═════ EXTRACTED INFORMATION ═════

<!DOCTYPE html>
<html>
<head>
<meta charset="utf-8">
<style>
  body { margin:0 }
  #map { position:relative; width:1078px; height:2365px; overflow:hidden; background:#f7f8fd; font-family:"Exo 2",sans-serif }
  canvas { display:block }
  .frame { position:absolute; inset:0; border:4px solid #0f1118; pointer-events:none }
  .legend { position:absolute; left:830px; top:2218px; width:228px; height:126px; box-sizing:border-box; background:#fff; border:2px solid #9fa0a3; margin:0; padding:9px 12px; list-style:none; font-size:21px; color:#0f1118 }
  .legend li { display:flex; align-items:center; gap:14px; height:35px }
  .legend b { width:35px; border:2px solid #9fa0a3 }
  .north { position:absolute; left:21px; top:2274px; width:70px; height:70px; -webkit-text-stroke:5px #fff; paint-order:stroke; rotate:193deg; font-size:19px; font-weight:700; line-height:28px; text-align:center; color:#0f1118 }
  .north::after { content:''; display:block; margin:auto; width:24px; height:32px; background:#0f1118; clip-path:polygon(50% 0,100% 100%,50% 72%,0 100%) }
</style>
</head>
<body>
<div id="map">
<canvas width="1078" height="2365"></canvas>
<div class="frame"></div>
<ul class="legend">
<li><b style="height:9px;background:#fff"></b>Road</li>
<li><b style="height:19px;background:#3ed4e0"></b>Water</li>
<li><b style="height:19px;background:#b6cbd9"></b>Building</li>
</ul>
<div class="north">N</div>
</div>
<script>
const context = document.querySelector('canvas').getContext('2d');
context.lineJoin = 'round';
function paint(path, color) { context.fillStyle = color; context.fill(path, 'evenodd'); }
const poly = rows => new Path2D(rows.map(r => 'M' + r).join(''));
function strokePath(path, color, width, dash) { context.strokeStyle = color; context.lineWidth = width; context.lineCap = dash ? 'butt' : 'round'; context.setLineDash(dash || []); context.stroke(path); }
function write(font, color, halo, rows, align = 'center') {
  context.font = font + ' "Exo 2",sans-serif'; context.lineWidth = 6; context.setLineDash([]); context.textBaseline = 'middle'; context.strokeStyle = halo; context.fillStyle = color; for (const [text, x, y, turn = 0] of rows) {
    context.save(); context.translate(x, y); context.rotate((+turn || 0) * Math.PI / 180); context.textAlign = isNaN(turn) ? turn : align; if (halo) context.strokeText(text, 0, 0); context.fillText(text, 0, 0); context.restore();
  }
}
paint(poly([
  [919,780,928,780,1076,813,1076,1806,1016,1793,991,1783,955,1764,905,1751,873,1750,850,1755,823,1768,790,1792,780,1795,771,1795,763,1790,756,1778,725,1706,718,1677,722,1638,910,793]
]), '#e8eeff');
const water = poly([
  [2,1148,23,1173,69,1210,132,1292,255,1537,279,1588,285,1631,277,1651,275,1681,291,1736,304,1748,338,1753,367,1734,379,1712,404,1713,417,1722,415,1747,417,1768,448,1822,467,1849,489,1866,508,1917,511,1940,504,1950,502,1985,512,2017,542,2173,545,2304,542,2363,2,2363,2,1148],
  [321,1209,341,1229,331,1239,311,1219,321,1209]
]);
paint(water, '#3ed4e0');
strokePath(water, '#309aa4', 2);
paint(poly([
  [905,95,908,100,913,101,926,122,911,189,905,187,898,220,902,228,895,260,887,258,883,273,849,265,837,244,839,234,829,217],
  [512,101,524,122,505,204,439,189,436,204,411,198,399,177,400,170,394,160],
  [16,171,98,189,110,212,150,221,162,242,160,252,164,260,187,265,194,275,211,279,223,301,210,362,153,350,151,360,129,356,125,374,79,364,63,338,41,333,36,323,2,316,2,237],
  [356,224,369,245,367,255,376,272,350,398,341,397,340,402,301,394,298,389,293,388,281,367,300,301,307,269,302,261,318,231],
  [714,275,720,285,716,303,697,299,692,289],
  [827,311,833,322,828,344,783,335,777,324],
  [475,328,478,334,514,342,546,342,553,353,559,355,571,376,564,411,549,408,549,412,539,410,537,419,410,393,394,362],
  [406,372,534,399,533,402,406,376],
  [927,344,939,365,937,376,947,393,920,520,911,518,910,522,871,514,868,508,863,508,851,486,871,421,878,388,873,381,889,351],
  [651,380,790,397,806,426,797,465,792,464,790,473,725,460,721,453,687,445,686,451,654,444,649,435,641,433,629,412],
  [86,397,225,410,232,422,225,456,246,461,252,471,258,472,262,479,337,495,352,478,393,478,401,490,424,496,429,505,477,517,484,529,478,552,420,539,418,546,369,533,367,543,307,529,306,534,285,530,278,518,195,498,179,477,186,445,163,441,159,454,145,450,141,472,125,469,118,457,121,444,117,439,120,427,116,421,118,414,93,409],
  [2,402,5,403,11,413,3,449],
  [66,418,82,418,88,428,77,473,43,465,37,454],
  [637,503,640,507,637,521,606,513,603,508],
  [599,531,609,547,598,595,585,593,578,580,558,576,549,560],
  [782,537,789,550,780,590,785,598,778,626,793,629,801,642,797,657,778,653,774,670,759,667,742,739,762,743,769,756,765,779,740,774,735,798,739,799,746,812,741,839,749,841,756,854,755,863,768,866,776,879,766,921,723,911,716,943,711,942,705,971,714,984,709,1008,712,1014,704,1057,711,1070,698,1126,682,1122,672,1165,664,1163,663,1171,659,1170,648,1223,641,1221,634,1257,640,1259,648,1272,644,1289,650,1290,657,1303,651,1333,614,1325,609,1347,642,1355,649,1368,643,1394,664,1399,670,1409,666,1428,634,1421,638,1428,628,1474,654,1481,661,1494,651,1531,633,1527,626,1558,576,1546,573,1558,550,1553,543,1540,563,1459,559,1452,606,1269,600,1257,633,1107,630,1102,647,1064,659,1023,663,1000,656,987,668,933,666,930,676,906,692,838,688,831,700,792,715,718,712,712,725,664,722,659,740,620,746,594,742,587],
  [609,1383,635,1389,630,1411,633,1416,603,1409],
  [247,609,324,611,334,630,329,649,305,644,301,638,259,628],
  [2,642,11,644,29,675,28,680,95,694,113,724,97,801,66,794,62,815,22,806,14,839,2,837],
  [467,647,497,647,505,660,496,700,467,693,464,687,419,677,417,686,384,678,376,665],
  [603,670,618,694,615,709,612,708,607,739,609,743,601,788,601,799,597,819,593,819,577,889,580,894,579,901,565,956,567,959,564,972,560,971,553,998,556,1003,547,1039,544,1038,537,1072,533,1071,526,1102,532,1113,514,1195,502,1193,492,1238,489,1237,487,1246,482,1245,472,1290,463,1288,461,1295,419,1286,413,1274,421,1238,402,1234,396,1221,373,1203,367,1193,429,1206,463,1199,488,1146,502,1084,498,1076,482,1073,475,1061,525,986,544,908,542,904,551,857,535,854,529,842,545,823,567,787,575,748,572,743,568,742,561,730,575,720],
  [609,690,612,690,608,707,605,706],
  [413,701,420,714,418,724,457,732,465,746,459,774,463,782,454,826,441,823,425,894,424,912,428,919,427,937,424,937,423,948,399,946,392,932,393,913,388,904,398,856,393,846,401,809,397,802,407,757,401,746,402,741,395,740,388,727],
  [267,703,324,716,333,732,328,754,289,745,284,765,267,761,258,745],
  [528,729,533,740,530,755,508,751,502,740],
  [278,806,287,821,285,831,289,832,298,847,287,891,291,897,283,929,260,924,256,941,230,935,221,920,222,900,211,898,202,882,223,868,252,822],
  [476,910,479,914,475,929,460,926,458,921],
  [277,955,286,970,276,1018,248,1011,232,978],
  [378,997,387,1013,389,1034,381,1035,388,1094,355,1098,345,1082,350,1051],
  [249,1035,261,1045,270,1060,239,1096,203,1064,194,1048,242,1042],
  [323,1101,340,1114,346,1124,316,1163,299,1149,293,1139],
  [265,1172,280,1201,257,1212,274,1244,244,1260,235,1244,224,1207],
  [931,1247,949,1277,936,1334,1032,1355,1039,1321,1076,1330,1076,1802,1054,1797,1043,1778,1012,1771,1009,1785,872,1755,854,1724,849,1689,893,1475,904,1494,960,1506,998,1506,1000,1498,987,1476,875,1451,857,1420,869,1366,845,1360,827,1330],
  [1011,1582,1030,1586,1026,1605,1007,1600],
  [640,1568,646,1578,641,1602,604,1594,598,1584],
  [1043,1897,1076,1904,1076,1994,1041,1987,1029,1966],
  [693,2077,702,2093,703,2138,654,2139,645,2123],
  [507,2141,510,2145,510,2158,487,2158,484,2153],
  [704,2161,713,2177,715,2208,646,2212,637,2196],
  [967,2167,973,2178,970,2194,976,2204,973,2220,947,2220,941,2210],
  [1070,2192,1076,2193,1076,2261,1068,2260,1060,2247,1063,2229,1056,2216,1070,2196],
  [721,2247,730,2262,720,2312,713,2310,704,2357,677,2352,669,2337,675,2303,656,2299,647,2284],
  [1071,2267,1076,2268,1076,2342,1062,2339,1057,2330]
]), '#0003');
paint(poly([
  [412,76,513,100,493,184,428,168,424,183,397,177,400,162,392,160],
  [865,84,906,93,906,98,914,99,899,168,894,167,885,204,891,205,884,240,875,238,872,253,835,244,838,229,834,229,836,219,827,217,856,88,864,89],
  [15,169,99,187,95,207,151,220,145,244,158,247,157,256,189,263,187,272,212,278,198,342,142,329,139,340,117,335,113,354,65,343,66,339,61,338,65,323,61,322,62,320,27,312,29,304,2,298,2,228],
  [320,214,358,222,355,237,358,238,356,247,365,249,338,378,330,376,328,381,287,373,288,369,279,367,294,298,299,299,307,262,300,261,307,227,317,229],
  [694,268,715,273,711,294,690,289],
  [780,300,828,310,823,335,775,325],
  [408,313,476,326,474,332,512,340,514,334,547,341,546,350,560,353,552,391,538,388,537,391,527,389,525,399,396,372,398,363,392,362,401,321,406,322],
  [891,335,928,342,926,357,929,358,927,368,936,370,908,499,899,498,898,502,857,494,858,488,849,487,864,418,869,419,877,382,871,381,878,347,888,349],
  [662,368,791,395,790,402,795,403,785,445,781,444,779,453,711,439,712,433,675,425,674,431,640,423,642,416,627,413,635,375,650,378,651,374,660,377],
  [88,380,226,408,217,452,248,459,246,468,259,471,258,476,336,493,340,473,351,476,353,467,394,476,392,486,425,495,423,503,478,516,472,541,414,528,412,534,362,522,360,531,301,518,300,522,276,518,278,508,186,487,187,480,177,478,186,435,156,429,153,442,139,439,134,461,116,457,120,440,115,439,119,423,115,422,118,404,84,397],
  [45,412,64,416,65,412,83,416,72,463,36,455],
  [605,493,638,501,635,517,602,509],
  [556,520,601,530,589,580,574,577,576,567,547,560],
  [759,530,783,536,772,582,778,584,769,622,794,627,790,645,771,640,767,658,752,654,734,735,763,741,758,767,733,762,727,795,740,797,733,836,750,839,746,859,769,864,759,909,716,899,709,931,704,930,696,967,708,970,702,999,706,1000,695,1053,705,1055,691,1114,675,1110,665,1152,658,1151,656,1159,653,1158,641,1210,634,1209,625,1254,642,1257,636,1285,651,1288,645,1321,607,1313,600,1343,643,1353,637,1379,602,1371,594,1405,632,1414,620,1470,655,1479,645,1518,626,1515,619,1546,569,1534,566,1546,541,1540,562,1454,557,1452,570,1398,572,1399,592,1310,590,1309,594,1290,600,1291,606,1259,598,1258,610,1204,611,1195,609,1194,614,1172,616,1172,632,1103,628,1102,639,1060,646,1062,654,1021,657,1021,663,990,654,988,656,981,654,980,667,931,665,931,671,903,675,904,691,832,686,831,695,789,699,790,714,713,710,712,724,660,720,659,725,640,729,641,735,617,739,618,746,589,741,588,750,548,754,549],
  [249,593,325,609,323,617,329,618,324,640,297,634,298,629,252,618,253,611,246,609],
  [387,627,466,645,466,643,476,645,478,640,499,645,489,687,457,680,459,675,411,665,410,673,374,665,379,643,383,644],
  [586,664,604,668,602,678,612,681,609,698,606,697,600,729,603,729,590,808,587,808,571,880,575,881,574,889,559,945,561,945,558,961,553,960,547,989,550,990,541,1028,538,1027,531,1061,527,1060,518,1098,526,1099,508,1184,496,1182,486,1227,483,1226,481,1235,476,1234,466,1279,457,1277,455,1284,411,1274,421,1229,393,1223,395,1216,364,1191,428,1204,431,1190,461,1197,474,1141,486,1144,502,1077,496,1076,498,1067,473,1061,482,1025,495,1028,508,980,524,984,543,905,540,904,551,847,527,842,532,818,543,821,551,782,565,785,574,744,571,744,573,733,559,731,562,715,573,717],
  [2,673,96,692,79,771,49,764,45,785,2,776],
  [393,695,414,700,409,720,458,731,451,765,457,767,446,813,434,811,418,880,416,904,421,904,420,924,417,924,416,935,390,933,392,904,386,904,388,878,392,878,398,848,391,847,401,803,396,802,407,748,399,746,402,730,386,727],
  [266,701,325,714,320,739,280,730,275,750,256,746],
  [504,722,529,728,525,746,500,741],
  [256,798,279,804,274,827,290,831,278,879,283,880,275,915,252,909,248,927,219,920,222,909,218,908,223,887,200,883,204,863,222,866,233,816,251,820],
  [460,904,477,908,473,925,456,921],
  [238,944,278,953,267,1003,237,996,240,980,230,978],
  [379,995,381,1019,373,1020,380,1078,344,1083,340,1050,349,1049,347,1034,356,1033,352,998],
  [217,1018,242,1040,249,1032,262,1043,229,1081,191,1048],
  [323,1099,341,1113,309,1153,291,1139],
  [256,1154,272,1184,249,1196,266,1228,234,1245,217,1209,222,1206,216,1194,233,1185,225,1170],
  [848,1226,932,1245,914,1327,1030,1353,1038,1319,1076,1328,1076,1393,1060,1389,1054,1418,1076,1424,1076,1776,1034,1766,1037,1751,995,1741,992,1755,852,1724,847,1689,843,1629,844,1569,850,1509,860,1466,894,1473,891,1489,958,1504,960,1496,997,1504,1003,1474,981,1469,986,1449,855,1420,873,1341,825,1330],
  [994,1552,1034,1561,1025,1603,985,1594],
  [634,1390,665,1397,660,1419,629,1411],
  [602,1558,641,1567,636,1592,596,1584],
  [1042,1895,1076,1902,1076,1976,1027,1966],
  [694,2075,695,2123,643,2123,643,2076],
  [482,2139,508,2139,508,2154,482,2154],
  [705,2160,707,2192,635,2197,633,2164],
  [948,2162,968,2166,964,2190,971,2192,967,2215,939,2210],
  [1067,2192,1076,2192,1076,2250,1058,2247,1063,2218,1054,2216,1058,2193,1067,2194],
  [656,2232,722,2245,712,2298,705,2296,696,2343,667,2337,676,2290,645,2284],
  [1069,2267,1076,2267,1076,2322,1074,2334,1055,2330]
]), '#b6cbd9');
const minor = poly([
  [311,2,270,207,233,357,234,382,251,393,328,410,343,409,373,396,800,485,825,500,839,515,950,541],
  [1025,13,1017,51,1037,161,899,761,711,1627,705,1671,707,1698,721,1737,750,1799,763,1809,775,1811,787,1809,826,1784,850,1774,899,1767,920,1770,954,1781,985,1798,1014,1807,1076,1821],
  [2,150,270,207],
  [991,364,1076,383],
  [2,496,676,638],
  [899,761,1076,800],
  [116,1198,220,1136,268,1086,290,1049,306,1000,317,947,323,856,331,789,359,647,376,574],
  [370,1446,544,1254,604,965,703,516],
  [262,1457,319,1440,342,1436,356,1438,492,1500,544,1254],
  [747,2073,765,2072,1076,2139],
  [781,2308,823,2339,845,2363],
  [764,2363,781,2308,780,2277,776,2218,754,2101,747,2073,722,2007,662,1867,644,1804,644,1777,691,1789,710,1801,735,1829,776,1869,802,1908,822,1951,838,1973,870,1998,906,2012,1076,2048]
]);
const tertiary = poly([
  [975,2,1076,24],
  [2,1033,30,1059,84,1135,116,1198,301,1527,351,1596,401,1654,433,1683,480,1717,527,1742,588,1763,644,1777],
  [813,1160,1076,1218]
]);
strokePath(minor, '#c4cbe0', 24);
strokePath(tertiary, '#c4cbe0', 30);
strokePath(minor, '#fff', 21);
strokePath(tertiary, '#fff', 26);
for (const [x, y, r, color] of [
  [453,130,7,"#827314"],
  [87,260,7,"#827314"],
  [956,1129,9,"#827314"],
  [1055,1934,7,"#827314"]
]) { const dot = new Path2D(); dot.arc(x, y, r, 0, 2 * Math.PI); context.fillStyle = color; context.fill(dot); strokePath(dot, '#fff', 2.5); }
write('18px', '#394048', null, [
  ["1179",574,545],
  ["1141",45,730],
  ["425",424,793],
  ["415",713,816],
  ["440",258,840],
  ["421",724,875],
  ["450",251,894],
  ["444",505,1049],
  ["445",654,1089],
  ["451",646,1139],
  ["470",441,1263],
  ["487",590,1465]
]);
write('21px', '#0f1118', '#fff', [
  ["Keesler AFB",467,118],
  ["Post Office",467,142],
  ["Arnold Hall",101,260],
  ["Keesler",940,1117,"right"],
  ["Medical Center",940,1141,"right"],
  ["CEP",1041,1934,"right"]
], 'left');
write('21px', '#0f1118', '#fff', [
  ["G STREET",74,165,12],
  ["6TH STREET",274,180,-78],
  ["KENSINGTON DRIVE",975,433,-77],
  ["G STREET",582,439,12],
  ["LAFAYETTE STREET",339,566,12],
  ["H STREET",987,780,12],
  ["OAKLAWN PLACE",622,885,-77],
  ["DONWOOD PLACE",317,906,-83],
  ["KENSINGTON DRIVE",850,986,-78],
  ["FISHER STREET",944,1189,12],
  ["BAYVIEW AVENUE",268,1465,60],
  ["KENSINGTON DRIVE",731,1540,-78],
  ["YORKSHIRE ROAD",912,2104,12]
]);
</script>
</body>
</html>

═════

TASK DETAILS: Print, exactly as written, the first line of the records above and each line after it until the line with "context.font = font", which is printed too.

OUTPUT BELOW:
<!DOCTYPE html>
<html>
<head>
<meta charset="utf-8">
<style>
  body { margin:0 }
  #map { position:relative; width:1078px; height:2365px; overflow:hidden; background:#f7f8fd; font-family:"Exo 2",sans-serif }
  canvas { display:block }
  .frame { position:absolute; inset:0; border:4px solid #0f1118; pointer-events:none }
  .legend { position:absolute; left:830px; top:2218px; width:228px; height:126px; box-sizing:border-box; background:#fff; border:2px solid #9fa0a3; margin:0; padding:9px 12px; list-style:none; font-size:21px; color:#0f1118 }
  .legend li { display:flex; align-items:center; gap:14px; height:35px }
  .legend b { width:35px; border:2px solid #9fa0a3 }
  .north { position:absolute; left:21px; top:2274px; width:70px; height:70px; -webkit-text-stroke:5px #fff; paint-order:stroke; rotate:193deg; font-size:19px; font-weight:700; line-height:28px; text-align:center; color:#0f1118 }
  .north::after { content:''; display:block; margin:auto; width:24px; height:32px; background:#0f1118; clip-path:polygon(50% 0,100% 100%,50% 72%,0 100%) }
</style>
</head>
<body>
<div id="map">
<canvas width="1078" height="2365"></canvas>
<div class="frame"></div>
<ul class="legend">
<li><b style="height:9px;background:#fff"></b>Road</li>
<li><b style="height:19px;background:#3ed4e0"></b>Water</li>
<li><b style="height:19px;background:#b6cbd9"></b>Building</li>
</ul>
<div class="north">N</div>
</div>
<script>
const context = document.querySelector('canvas').getContext('2d');
context.lineJoin = 'round';
function paint(path, color) { context.fillStyle = color; context.fill(path, 'evenodd'); }
const poly = rows => new Path2D(rows.map(r => 'M' + r).join(''));
function strokePath(path, color, width, dash) { context.strokeStyle = color; context.lineWidth = width; context.lineCap = dash ? 'butt' : 'round'; context.setLineDash(dash || []); context.stroke(path); }
function write(font, color, halo, rows, align = 'center') {
  context.font = font + ' "Exo 2",sans-serif'; context.lineWidth = 6; context.setLineDash([]); context.textBaseline = 'middle'; context.strokeStyle = halo; context.fillStyle = color; for (const [text, x, y, turn = 0] of rows) {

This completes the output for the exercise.